Since 2004, when the league updated their rules to facilitate a more exciting and intense experience for the fans, violent collisions and injuries have been increasing. Things like full-body checks or on ice fights are allowed, and seemingly encouraged. A statement from the law firm representing the players alleges that the NHL encourages those that seem to be intent on hurting the other team; these players are called “enforcers”. If you’ve been to a hockey game and heard the crowd react when a fight breaks out, you’ll understand why. But is that a good enough reason to allow these players to put themselves through such traumatic injuries?

Rick Vaive is one of the bigger names in the case and has changed his views on the violence and the rules of the game since his career ended.

“What’s it going to take?” he said. “Another player convulses on the ice. Is it going to take a death in the NHL before anything is done about it? That’s the question. Don’t be reactive, be proactive.”

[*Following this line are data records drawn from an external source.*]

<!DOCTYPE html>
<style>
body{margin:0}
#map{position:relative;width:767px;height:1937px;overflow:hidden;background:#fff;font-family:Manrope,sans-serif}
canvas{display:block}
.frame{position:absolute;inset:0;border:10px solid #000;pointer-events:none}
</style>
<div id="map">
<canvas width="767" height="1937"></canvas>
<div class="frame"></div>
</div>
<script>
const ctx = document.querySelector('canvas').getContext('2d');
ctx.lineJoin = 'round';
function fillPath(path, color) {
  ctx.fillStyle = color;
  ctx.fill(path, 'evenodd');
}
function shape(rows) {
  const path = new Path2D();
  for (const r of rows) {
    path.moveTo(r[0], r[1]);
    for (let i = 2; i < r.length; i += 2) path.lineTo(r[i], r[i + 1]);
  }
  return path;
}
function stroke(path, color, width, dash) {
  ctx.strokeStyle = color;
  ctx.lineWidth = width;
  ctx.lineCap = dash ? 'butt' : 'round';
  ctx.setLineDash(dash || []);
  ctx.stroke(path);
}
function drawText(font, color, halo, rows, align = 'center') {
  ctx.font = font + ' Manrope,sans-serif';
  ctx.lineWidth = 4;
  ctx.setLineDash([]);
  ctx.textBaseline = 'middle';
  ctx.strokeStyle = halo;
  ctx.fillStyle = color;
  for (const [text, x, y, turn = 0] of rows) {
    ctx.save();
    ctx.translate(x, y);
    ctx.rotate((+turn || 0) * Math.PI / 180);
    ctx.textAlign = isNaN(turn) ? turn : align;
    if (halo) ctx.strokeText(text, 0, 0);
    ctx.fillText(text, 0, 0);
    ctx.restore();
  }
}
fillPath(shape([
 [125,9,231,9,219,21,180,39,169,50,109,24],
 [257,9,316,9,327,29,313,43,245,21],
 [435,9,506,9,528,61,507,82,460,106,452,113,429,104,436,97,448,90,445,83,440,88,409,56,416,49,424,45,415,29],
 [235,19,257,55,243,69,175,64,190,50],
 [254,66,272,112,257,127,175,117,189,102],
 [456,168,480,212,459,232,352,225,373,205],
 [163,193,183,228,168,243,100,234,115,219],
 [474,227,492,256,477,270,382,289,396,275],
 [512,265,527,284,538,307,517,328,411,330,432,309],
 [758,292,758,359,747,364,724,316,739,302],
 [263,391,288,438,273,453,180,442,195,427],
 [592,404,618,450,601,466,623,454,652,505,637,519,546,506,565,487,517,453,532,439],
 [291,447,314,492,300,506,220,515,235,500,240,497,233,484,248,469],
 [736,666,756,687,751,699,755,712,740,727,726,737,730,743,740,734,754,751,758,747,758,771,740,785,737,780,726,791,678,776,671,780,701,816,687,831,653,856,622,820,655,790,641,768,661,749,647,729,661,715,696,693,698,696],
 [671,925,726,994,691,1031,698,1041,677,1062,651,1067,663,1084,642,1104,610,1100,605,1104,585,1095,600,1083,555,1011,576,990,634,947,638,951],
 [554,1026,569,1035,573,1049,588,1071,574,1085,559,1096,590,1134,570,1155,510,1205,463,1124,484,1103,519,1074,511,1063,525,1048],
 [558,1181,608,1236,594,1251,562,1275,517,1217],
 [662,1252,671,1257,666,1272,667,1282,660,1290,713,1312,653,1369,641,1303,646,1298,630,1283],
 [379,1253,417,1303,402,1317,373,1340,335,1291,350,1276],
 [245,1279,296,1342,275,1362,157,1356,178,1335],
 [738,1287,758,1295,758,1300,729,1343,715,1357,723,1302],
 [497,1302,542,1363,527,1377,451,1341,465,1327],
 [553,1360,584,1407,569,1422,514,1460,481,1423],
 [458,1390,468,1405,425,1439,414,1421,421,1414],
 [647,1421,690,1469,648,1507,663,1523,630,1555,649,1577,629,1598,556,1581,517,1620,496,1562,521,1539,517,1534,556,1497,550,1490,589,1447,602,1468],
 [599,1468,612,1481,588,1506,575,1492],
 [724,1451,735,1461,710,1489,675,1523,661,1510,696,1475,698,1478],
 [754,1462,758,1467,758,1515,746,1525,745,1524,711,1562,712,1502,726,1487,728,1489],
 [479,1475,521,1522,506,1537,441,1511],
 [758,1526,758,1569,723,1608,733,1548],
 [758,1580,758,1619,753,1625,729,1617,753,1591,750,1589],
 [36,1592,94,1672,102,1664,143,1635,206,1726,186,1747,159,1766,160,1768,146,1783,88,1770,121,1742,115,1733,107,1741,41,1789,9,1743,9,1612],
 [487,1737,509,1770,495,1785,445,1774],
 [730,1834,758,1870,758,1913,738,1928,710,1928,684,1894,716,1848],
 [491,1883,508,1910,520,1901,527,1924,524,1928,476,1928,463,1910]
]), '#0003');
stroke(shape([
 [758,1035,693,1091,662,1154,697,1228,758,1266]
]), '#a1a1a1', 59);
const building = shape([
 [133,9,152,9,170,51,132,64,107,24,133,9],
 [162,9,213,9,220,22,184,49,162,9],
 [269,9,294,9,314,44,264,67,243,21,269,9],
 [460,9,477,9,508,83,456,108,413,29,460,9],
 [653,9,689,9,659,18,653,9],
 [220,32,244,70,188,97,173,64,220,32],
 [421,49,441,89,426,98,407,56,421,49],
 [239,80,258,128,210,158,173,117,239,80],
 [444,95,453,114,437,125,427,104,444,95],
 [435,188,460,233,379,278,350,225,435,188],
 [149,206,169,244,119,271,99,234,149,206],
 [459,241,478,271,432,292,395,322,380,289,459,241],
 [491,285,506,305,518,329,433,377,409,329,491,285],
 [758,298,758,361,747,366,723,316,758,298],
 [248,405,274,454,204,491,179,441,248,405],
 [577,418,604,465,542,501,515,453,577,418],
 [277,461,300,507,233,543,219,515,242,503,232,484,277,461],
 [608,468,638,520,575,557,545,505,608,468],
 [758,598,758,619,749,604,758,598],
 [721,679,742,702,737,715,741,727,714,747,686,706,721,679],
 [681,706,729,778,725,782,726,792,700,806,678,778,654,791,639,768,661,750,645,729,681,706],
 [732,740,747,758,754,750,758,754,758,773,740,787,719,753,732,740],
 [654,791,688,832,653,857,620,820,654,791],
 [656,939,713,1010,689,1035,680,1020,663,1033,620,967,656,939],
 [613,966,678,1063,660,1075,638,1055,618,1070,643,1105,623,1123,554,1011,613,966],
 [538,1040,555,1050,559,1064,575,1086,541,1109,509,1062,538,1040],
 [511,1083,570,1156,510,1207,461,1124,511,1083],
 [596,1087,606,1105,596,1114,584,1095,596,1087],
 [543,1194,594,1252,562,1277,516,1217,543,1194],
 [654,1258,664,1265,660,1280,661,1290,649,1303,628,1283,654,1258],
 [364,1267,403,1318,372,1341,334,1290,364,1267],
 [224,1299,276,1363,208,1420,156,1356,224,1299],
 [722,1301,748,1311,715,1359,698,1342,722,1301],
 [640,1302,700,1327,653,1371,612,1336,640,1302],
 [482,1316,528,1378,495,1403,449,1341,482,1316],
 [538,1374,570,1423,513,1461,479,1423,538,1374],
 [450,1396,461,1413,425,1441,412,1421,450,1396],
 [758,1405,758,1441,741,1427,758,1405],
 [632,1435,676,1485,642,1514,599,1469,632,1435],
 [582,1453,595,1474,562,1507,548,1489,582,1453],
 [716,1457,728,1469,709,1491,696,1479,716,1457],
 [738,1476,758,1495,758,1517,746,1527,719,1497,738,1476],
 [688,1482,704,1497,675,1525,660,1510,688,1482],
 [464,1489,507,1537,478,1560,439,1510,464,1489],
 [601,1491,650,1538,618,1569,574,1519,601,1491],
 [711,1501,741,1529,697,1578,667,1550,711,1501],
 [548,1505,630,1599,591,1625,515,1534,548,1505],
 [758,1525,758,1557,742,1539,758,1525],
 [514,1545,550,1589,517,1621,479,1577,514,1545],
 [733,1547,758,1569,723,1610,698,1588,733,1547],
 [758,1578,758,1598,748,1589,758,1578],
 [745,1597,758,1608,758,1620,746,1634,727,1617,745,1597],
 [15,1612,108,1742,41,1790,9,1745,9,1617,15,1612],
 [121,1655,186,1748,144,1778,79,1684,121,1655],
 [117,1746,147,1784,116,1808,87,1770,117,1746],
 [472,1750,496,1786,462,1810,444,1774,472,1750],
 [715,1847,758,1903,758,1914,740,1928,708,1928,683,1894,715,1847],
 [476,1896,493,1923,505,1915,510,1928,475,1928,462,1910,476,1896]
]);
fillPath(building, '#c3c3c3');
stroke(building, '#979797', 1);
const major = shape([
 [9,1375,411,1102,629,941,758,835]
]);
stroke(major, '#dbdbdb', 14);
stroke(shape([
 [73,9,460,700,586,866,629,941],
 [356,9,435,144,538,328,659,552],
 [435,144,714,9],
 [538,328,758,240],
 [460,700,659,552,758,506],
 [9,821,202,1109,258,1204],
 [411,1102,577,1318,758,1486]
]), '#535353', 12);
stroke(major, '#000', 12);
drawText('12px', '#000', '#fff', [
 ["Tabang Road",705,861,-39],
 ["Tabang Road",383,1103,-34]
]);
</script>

Don’t be reactive, be proactive. That’s the stance we take in almost any other industry- from construction to lab work to agriculture. Have the safety measures in place beforehand so that you can prevent hazards before they occur (or at least greatly reduce the risk of occurrence). Safety precautions in the league have gotten better but let’s be real, their standards wouldn’t be acceptable in almost any other occupation. There are not many occupations where getting body slammed is “just another day at the office”. Helmets weren’t mandated until 1979 and even then the league looked the other way and allowed players to continue without them. To be fair, the players do tend to embrace the aggressive nature of the game and don’t always agree with safety measures or comply with them. But just like your mom made you wear a helmet even though the cool kids didn’t have too, I think the league should step up their enforcement of safety features.

We all know hockey is a rough sport. I love it and so do a lot of other fans. But there have been times when even I think they take the fights and the hits too far. Maybe it’s hard to resist with fans cheering you on and nicknames like “The Bash Brothers”. But the guys that put it on the line, pretty much for our entertainment, deserve to be safe and taken care of.